Extracted records
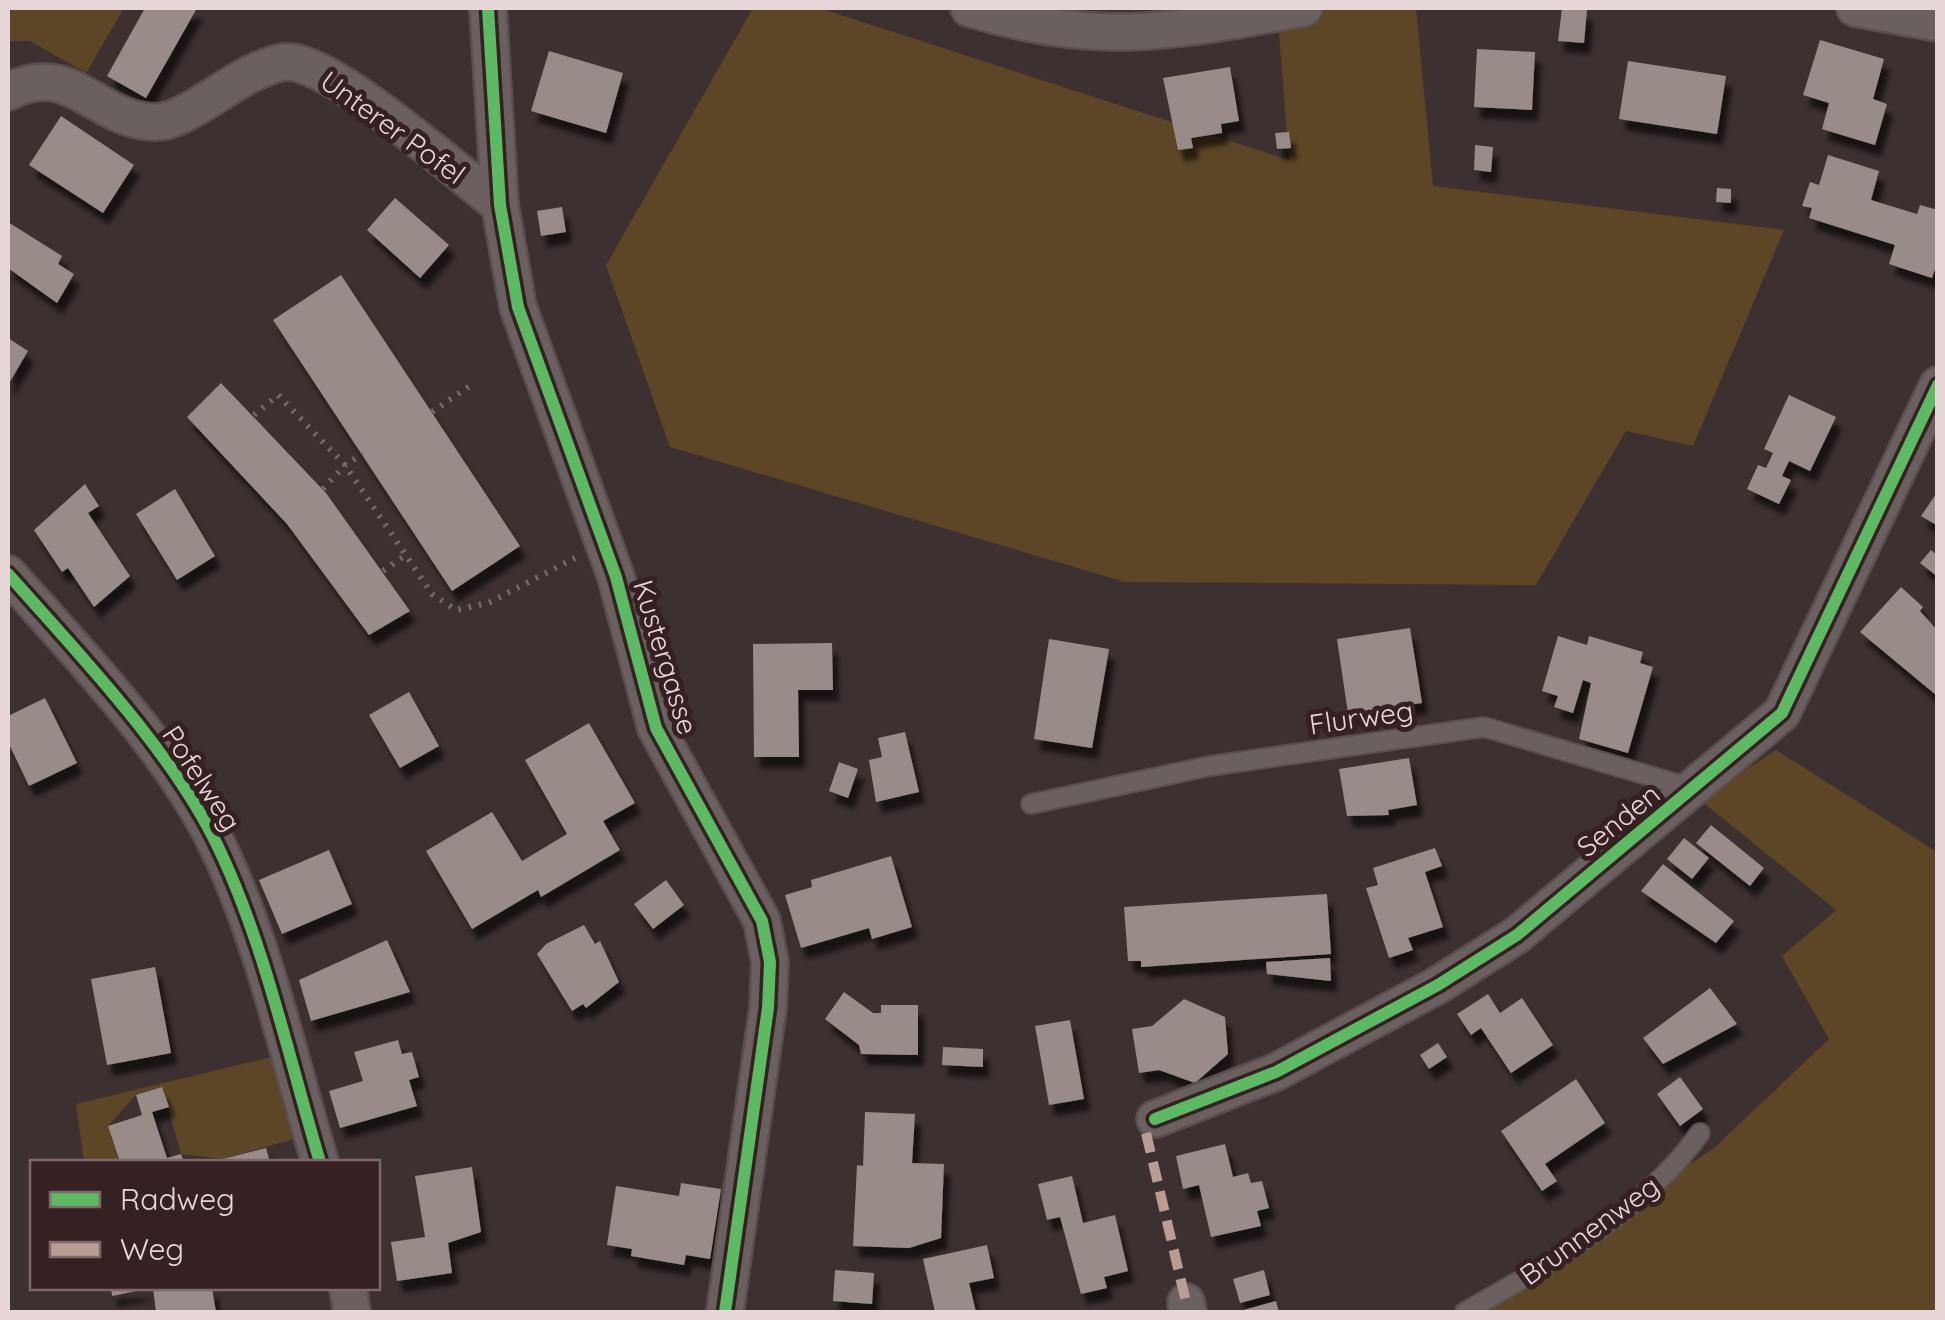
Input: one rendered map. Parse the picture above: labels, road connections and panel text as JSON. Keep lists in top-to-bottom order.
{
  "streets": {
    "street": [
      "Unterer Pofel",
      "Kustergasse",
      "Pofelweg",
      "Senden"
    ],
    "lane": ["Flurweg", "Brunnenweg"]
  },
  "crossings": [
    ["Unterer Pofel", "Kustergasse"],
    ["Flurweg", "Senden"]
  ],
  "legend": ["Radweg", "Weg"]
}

> [WORK INSTRUCTION]: Give the data again exactly, without pictures.

> [OUTPUT FOR THIS TASK]:
Input: one rendered map. Parse the picture above: labels, road connections and panel text as JSON. Keep lists in top-to-bottom order.
{
  "streets": {
    "street": [
      "Unterer Pofel",
      "Kustergasse",
      "Pofelweg",
      "Senden"
    ],
    "lane": ["Flurweg", "Brunnenweg"]
  },
  "crossings": [
    ["Unterer Pofel", "Kustergasse"],
    ["Flurweg", "Senden"]
  ],
  "legend": ["Radweg", "Weg"]
}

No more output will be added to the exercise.